Directions.
Word for word, restate the lines from the start of the data down to the line with "position:absolute; right:12px; bottom:12px;", both included.

Source information.
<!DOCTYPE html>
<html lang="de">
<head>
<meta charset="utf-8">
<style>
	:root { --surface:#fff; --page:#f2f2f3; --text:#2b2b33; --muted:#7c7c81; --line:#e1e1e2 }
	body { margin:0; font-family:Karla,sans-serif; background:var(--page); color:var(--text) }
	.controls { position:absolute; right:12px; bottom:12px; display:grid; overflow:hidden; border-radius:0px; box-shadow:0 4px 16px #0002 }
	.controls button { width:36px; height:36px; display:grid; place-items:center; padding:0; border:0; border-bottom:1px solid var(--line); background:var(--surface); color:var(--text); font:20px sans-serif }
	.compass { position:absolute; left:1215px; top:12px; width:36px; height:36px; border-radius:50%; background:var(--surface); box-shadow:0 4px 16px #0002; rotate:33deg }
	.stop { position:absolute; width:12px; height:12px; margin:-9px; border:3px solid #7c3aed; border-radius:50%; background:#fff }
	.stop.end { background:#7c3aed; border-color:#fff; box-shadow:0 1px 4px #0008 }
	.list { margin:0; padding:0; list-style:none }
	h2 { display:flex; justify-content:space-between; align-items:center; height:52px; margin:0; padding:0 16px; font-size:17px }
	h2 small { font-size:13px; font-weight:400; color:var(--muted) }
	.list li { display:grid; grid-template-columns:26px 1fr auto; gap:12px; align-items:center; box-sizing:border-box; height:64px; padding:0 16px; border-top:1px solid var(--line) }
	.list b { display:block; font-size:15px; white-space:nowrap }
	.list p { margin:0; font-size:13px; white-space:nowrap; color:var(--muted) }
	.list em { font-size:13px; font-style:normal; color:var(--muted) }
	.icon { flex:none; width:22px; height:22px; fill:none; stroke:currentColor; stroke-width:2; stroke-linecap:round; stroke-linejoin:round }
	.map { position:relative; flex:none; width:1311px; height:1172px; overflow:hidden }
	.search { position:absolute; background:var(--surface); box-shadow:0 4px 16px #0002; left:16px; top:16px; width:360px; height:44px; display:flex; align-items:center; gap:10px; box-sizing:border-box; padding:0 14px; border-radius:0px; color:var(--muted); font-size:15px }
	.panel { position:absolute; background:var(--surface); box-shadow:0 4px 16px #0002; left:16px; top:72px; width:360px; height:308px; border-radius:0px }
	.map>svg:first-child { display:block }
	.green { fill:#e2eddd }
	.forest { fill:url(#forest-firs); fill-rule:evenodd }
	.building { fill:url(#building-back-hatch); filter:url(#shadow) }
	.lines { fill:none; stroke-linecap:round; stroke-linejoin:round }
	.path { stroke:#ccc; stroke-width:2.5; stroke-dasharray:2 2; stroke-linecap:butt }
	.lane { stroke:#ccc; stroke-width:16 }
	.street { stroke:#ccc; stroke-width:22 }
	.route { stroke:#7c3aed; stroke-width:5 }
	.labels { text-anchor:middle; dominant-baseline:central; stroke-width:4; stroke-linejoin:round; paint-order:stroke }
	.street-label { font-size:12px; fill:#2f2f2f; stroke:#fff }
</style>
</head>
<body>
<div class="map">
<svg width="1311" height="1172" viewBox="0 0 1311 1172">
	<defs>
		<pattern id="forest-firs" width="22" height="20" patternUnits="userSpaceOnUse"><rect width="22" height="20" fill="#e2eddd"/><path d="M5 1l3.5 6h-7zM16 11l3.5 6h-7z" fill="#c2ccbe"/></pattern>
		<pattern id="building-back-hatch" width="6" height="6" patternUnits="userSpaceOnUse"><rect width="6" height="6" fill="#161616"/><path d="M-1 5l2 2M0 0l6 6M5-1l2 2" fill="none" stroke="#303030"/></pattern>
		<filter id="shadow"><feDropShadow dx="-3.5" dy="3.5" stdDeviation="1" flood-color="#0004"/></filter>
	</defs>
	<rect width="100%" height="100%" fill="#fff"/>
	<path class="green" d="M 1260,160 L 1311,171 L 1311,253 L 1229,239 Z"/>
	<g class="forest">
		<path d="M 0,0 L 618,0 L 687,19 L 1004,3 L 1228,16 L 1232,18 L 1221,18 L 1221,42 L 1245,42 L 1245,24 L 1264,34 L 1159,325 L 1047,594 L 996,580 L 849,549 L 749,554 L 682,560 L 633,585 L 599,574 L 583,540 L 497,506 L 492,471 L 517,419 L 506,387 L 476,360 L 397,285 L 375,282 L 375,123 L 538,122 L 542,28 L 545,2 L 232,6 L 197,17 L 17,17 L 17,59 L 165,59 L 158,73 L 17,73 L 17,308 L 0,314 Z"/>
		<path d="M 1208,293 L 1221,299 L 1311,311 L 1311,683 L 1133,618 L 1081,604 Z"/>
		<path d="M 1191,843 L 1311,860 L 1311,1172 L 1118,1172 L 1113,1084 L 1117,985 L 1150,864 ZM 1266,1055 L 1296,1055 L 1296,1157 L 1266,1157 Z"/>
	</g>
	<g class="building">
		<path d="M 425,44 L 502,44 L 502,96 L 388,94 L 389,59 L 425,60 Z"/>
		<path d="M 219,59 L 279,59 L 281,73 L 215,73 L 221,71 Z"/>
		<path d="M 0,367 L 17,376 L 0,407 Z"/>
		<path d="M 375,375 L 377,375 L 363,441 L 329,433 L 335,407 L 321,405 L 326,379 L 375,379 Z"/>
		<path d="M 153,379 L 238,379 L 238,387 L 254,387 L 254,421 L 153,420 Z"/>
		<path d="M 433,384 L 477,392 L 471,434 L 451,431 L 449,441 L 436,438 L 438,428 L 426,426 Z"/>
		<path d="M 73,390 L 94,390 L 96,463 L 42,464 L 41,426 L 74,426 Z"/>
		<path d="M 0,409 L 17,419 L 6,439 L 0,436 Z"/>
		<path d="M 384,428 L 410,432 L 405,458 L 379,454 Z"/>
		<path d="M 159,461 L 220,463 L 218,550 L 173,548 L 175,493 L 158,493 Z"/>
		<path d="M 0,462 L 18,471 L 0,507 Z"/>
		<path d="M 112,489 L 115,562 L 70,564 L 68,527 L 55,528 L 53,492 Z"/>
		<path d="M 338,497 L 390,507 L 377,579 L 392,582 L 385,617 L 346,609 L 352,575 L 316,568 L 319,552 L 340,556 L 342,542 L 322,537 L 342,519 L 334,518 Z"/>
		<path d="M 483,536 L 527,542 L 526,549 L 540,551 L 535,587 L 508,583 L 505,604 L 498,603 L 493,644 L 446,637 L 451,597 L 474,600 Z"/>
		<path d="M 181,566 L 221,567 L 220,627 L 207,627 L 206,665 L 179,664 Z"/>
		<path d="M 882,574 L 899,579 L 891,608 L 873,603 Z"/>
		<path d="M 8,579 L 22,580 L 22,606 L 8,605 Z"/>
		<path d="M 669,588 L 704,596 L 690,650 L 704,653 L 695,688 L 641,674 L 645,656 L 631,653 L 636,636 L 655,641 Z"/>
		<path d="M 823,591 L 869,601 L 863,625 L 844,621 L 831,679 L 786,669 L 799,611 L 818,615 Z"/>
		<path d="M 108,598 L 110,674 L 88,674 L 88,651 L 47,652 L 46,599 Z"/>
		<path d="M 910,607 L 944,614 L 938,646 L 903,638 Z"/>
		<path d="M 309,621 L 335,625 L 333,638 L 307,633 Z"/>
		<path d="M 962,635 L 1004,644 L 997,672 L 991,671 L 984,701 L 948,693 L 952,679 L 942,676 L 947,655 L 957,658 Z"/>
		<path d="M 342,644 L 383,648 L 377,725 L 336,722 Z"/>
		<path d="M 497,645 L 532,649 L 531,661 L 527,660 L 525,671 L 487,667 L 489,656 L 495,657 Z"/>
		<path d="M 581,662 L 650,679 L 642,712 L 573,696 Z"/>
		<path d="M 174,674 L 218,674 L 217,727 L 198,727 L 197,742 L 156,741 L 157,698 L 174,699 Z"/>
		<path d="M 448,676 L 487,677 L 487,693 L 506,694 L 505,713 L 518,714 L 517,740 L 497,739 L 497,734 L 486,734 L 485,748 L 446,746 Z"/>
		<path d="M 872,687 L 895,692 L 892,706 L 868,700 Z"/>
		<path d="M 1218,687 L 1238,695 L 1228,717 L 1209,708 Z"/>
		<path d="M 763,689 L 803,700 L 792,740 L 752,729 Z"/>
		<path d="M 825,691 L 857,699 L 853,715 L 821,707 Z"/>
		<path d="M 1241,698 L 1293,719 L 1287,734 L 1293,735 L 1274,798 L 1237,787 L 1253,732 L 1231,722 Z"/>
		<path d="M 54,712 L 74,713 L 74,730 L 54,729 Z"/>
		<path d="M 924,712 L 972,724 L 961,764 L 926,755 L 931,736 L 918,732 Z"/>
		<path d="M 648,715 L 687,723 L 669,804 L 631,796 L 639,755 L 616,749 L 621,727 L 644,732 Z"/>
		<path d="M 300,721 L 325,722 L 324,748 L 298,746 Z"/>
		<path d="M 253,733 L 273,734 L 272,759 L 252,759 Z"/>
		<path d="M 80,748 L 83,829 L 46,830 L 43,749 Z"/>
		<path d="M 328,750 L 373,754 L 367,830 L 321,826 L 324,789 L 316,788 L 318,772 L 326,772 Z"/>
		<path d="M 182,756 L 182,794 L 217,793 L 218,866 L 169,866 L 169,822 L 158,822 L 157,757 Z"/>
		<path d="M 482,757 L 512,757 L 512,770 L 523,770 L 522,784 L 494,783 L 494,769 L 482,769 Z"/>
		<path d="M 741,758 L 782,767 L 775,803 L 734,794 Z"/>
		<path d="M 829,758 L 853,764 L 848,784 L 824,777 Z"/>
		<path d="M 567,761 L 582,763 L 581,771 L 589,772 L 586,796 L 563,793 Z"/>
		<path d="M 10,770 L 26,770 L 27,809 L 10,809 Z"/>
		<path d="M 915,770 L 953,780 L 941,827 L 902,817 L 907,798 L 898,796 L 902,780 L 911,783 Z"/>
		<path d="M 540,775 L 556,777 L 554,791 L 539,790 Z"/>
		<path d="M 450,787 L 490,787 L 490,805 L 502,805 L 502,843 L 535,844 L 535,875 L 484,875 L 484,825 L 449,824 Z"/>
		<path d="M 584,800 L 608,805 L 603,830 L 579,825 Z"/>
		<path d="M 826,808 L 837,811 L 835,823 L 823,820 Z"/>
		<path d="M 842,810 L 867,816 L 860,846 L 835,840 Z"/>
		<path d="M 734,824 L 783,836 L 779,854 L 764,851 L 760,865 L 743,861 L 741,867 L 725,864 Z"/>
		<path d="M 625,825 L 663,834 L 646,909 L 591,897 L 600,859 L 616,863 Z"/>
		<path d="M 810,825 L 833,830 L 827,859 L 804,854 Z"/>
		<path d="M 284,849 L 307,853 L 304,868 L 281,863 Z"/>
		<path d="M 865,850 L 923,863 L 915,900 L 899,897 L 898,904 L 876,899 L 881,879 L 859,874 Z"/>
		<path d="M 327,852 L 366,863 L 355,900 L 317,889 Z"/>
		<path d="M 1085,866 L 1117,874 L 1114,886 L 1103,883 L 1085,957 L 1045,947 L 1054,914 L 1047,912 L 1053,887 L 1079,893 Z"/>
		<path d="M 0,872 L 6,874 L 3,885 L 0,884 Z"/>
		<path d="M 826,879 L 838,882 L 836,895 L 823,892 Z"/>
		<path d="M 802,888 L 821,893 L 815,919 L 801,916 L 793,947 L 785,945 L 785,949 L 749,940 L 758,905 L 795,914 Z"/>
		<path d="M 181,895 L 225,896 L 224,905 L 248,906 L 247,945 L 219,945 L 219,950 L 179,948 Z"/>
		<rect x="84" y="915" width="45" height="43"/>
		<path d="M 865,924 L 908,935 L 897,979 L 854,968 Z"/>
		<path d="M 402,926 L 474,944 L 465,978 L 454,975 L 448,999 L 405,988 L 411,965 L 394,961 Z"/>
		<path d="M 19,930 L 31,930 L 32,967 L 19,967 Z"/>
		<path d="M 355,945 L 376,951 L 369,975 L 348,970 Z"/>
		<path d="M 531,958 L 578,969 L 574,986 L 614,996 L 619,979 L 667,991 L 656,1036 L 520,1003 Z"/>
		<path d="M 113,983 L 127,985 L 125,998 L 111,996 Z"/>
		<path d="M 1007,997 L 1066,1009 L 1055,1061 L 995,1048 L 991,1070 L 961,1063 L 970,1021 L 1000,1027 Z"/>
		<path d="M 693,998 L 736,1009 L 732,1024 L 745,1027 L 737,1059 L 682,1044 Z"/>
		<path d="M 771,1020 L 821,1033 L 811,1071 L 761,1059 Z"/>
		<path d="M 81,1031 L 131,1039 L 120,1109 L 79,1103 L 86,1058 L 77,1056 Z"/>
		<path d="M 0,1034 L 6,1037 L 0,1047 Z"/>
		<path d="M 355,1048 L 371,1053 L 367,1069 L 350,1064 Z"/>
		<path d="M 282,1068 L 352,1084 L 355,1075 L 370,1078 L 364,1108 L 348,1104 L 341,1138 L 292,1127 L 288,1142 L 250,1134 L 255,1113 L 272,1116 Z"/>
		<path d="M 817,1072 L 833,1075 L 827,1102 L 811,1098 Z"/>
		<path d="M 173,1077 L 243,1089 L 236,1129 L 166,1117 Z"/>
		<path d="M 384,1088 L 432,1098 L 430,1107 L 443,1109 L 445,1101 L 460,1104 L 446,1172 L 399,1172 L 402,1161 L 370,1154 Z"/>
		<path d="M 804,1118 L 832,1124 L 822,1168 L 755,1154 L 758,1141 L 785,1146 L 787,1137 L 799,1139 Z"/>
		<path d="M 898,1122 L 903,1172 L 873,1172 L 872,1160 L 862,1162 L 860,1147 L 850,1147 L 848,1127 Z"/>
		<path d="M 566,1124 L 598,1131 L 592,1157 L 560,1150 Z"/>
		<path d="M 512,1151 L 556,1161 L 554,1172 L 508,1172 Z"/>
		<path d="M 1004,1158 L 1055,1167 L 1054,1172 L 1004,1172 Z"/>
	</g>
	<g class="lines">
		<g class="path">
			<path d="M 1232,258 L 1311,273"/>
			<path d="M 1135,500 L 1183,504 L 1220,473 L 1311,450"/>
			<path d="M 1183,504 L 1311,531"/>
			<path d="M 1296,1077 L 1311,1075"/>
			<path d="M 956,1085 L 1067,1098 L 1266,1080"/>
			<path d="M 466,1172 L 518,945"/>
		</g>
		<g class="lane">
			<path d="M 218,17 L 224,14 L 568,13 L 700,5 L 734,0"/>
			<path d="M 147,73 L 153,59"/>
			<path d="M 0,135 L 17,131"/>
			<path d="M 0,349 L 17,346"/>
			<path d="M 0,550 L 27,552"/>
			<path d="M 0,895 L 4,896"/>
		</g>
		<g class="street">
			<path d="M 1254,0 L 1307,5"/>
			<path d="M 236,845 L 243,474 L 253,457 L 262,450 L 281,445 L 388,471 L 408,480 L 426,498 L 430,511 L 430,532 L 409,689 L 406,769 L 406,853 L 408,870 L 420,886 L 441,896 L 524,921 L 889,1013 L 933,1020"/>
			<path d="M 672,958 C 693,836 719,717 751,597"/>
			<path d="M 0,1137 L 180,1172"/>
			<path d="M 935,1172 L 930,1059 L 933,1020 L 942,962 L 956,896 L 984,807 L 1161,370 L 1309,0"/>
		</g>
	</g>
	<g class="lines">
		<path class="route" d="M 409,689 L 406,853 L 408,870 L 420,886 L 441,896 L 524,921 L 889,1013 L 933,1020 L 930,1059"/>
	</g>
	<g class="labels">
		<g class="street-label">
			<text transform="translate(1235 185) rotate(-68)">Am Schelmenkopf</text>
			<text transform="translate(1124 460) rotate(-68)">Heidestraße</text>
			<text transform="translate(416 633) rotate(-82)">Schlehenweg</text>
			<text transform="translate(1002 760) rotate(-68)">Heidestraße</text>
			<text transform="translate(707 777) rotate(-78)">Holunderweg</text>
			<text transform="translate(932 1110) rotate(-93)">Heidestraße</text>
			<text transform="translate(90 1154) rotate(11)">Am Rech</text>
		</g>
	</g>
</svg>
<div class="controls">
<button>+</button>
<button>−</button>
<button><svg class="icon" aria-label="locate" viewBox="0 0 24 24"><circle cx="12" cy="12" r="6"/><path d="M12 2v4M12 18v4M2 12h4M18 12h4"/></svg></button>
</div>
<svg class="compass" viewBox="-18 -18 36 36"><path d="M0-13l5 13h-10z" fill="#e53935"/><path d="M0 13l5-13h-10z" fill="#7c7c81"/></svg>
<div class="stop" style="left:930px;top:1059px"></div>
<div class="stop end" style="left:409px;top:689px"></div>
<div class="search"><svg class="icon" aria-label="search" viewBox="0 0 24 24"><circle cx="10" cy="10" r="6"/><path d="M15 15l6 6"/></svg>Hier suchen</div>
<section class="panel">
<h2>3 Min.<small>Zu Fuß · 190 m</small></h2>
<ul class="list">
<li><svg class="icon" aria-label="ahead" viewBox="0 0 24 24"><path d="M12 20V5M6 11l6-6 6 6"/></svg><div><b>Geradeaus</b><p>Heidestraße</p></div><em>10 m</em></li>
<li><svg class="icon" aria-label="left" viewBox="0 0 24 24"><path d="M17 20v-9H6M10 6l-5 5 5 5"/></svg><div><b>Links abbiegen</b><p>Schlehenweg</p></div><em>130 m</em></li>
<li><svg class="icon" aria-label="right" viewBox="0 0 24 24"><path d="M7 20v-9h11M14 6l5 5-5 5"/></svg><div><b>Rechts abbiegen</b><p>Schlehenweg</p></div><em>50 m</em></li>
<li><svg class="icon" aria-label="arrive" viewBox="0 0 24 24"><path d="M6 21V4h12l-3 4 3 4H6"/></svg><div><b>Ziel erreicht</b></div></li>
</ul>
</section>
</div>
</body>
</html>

Task result.
<!DOCTYPE html>
<html lang="de">
<head>
<meta charset="utf-8">
<style>
	:root { --surface:#fff; --page:#f2f2f3; --text:#2b2b33; --muted:#7c7c81; --line:#e1e1e2 }
	body { margin:0; font-family:Karla,sans-serif; background:var(--page); color:var(--text) }
	.controls { position:absolute; right:12px; bottom:12px; display:grid; overflow:hidden; border-radius:0px; box-shadow:0 4px 16px #0002 }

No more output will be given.